[elephant-devel] Lisp Btrees: design considerations

Fri May 16 19:50:39 UTC 2008

 IE> I doubt that using a Lisp with a modern compiler affects CPU time in
 IE> any interesting way;
 IE> I've observed that algorithm implementation with reasonable data
 IE> structure choices is within 10's of % points of the same algorithm in
 IE> C.

it's possible to optimize single function, but typical (idiomatic) Lisp 
programs:
 * generate megatons of garbage
 * use dynamic type dispatch (lacking type declarations)
and often have signficantly inferior performance.

 IE>  I don't care how fast your CPU is, it's the data access patterns that
 IE> dominate time unless you're working on small or highly local datasets,
 IE> then the inner loop speed _might_ matter.

i'm assuming  you're speaking about memory bandwidth, because i think
disk I/O will matter only on relatively large databases.

memory bandwidth is also eaten in large quantities by garbage generator.

let's take a concrete piece of software: Elephant's serializer. i'm assuming 
it's important piece of code and was optimized a lot?

i'm taking test case from code Robert once have posted, little bit modifed:

(defparameter *teststring* "supercalifragiliciousexpialidocious")
(defun dotest (n s)
      (dotimes (x n)
        (in-out-value s)))

ELE-TESTS> (time (dotest (truncate (* 1000 1000) (length *teststring*)) 
*teststring*))
Evaluation took:
  0.249 seconds of real time
  0.248016 seconds of user run time
  0.0 seconds of system run time
  0 calls to %EVAL
  0 page faults and
  6,398,328 bytes consed.

;; testing on core2 2.1 GHz, SBCL 1.0.13

not that great, ain't it?
it processed roughly 10 megabytes of raw string data per second (5 MB 
serialized, 5 MB deserialized) -- that's 10 times slower than linear read 
spead of modern HDDs.
and for 1 MB of data it produced 2 MB of garbage.

or there is something wrong with my test?

 ??>> that abusing function is form-slot-key (that is used in CL-SQL too):

 IE> At least in Allegro, the profiler only counts thread time and that
 IE> much of the delay shown by 'time' vs. the profiler is taken up waiting
 IE> on cache-miss IO.  It may be that thread time is only a handful of
 IE> percentage points of the total time?

i'm pretty sure there was very little I/O in my tests.

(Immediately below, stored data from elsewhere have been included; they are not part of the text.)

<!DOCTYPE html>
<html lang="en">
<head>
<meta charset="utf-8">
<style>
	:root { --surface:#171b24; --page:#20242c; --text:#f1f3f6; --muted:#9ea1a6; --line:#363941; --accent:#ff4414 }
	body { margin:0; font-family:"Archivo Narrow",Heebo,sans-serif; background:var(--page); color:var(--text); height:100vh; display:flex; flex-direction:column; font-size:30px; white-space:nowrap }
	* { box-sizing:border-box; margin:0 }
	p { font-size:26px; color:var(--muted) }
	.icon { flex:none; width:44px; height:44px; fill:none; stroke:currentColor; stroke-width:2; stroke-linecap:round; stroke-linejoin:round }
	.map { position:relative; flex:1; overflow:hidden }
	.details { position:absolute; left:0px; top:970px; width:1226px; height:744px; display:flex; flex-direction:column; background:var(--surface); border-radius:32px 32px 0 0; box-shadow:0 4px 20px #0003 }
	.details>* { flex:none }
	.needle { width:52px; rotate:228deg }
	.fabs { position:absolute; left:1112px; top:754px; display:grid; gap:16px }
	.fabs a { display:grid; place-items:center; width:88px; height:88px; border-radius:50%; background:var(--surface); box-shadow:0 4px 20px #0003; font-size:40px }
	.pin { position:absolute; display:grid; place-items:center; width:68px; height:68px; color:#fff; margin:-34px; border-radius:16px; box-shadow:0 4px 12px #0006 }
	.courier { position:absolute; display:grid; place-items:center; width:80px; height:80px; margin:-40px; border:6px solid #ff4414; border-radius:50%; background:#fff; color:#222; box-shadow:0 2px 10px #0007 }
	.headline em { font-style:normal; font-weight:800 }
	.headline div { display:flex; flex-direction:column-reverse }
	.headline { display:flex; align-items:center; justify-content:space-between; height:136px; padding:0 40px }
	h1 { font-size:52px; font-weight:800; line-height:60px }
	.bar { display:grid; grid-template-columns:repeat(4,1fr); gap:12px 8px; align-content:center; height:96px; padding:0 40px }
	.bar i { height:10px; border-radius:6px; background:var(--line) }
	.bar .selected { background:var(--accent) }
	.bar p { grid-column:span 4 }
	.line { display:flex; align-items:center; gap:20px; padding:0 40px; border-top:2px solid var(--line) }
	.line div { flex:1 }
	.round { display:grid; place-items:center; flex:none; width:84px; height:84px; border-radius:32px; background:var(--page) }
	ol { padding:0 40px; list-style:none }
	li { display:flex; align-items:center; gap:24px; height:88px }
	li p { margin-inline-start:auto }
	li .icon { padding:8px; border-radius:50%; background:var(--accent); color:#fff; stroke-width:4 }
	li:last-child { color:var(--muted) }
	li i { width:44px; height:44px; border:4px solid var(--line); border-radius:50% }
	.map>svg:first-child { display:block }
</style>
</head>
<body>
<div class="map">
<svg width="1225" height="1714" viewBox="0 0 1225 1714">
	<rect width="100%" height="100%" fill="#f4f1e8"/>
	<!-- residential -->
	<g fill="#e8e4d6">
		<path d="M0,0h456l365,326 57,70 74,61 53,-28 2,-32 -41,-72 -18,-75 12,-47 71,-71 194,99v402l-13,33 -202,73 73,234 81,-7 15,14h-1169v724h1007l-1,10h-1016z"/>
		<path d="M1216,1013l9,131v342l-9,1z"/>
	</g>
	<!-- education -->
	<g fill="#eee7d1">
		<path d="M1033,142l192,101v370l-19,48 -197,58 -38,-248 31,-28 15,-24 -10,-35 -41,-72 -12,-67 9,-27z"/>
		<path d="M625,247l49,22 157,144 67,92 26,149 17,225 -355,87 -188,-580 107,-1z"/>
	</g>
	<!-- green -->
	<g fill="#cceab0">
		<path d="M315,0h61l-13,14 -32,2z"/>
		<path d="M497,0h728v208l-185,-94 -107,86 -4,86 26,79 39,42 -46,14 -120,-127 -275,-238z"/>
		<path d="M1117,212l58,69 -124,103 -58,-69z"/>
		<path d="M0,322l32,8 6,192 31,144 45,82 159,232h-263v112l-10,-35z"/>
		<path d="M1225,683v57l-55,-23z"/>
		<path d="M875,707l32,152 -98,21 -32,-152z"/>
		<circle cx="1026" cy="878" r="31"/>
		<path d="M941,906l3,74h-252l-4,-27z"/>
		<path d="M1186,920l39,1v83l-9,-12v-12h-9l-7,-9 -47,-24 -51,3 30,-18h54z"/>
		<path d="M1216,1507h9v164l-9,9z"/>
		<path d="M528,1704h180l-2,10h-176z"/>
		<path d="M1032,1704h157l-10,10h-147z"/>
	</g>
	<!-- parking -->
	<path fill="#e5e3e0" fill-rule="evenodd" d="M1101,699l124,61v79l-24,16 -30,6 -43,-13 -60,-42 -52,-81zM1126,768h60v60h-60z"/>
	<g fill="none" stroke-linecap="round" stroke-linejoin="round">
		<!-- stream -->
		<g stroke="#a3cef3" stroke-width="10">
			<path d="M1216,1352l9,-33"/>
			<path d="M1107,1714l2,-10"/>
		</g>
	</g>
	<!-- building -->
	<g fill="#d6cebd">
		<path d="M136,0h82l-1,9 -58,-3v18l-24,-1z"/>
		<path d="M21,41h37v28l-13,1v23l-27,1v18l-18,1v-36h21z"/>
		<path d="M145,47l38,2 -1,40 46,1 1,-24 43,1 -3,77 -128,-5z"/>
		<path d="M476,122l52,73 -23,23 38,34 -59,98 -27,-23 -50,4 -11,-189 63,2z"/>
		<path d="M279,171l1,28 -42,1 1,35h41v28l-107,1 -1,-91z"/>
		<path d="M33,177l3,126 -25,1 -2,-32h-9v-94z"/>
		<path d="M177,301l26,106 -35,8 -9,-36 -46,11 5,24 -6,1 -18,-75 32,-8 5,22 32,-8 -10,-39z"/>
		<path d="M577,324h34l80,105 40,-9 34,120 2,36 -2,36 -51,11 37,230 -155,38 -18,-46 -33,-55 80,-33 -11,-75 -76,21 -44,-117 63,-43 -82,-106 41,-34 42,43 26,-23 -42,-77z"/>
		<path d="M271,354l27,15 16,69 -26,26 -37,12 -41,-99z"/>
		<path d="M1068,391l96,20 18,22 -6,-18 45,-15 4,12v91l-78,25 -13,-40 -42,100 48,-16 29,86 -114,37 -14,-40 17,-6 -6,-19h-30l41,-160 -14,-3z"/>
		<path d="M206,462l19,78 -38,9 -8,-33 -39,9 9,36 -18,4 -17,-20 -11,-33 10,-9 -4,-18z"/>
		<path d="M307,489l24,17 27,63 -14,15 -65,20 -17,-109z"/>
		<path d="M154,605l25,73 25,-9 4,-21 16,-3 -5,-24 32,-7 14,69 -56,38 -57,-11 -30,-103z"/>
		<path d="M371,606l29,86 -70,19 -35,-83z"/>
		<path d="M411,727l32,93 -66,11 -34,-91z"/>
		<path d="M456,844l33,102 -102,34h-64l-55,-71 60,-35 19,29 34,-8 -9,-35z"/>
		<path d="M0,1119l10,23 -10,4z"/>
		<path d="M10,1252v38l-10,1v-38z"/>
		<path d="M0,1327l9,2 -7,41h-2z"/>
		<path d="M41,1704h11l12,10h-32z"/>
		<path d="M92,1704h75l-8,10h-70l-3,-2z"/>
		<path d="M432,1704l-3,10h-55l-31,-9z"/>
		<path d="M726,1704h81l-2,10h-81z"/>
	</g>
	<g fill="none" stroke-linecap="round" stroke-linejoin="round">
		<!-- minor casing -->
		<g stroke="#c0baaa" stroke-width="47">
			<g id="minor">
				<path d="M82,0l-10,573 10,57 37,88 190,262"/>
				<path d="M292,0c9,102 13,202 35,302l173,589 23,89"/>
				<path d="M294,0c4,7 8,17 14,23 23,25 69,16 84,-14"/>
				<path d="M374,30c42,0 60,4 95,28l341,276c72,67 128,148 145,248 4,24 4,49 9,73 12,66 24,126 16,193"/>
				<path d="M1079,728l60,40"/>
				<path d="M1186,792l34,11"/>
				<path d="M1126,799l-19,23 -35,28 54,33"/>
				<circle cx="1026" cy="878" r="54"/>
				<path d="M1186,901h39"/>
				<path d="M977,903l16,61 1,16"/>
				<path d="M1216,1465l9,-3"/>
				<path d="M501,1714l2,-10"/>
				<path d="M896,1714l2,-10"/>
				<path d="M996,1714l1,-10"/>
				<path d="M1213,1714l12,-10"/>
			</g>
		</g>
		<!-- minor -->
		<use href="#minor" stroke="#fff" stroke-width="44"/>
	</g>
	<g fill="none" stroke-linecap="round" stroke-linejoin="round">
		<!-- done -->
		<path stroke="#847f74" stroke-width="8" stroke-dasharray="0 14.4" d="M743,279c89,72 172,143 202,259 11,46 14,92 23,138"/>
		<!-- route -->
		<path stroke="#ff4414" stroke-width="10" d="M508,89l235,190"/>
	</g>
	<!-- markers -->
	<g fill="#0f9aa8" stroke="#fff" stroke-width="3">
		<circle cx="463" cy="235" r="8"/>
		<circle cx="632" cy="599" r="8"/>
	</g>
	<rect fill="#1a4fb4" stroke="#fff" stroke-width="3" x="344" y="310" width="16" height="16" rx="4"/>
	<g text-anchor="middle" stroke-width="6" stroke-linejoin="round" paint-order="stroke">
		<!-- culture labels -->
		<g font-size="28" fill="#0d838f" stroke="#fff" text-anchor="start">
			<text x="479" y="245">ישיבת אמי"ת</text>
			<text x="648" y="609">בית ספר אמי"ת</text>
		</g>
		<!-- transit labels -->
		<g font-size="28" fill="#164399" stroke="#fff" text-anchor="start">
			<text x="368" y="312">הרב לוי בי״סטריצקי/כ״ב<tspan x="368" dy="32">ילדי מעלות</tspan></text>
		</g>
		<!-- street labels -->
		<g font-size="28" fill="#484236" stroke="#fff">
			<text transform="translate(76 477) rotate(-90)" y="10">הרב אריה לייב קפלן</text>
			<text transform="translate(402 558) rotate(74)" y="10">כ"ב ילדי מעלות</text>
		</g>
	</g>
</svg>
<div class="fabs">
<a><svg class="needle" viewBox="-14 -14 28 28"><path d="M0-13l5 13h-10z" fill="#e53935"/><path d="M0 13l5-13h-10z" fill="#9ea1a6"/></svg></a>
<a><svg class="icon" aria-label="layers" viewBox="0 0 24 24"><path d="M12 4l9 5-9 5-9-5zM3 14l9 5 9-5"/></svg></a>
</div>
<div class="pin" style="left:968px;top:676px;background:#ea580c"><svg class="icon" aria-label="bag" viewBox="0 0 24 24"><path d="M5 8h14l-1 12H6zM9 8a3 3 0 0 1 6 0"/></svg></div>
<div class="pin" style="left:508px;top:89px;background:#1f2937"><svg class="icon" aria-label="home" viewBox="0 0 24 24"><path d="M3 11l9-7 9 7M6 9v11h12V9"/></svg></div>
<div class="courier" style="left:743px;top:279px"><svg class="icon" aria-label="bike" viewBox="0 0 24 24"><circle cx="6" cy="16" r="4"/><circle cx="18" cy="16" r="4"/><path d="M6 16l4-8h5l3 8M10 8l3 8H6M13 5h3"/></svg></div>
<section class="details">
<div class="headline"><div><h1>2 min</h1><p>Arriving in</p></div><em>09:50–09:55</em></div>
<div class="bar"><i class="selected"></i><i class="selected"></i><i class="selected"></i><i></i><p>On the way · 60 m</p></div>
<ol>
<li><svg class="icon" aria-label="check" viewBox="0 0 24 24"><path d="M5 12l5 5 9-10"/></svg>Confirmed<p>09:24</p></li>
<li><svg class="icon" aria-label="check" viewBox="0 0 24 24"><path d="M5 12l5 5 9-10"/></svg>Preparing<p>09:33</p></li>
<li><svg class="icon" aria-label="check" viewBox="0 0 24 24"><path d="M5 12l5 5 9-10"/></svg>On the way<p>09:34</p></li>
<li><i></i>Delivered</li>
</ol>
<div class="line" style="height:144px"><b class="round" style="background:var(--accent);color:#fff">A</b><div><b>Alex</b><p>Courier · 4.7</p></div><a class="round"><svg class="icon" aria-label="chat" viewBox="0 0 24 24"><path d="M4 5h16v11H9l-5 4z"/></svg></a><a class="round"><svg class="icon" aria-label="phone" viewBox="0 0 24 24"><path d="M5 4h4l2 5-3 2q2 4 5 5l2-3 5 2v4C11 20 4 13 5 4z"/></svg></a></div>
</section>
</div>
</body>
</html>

 ??>> and even more surprising was to find out that there is no portable
 ??>> and fast way to convert interger to string.
 ??>> so i had to use SBCL's internal function called sb-impl::quick-
 ??>> integer-to-string -- apparently SBCL
 ??>> developers knew about this problem so they made this function for
 ??>> themselves.

 IE> For fun, I did a test with princ and for integers only it's 2x faster,
 IE> for the above idiom it's only about 50% faster, but some of that is
 IE> the with-string-stream idea.   If you do it manually as they did and
 IE> write it to an array one character at a time it can get pretty fast,
 IE> but probably only 3x-4x.

maybe they fixed something in SBCL? i'm using version 1.0.13 and get very 
different results, with functions that are actually in elephant
(db-postmodern's function is optimized, db-clsql's is not):

CL-USER> (defun dotest-pm (n o)
    (loop for i from 0 below n
              summing (length
                                (db-postmodern::form-slot-key i o))))
DOTEST-PM

CL-USER> (defun dotest-clsql (n o)
                       (loop for i from 0 below n
                                summing (length
             (db-clsql::form-slot-key i o))))
DOTEST-CLSQL

CL-USER> (time (dotest-pm 100000 'o))
Evaluation took:
  0.05 seconds of real time
  0.052003 seconds of user run time
  0.0 seconds of system run time
  [Run times include 0.024 seconds GC run time.]
  0 calls to %EVAL
  0 page faults and
  5,592,976 bytes consed.
688890
CL-USER> (time (dotest-clsql 100000 'o))
Evaluation took:
  1.502 seconds of real time
  1.416088 seconds of user run time
  0.084005 seconds of system run time
  [Run times include 0.7 seconds GC run time.]
  0 calls to %EVAL
  0 page faults and
  404,779,792 bytes consed.
688890

optimized version seems to be 30 times faster.

 IE> I agree with this in general.  However I feel like this whole
 IE> discussion is premature optimization being done while blindfolded.

well, you guys started it discussing compression and other aspects :)

 IE> Prevalence is much, much faster because you don't have to flush data
 IE> structures on each commit, so cl-prevalence performance with
 IE> Elephant's data and transaction abstractions would be a really nice
 IE> design point.

yep, that would be very interesting

 IE>   I wonder if we would get some of this benefit from a Rucksack
 IE> adaptation?

perhaps there is a way to hack it one way or another.
one (high-level) way is to serialize dirty objects into different location 
(log) in some customized format that will allow us bring them back to normal 
data store later.
another (low-level) way is to hijack heap (as far as i understood from a 
brief look rucksack does all reads/writes via heap object) to
log changes instead of writing them to disk.

also it might be good to use mmaped files -- OS can decide when to write 
changes by itself, while we could write log for safety.
but mmaped files are definitely not pure Lisp :(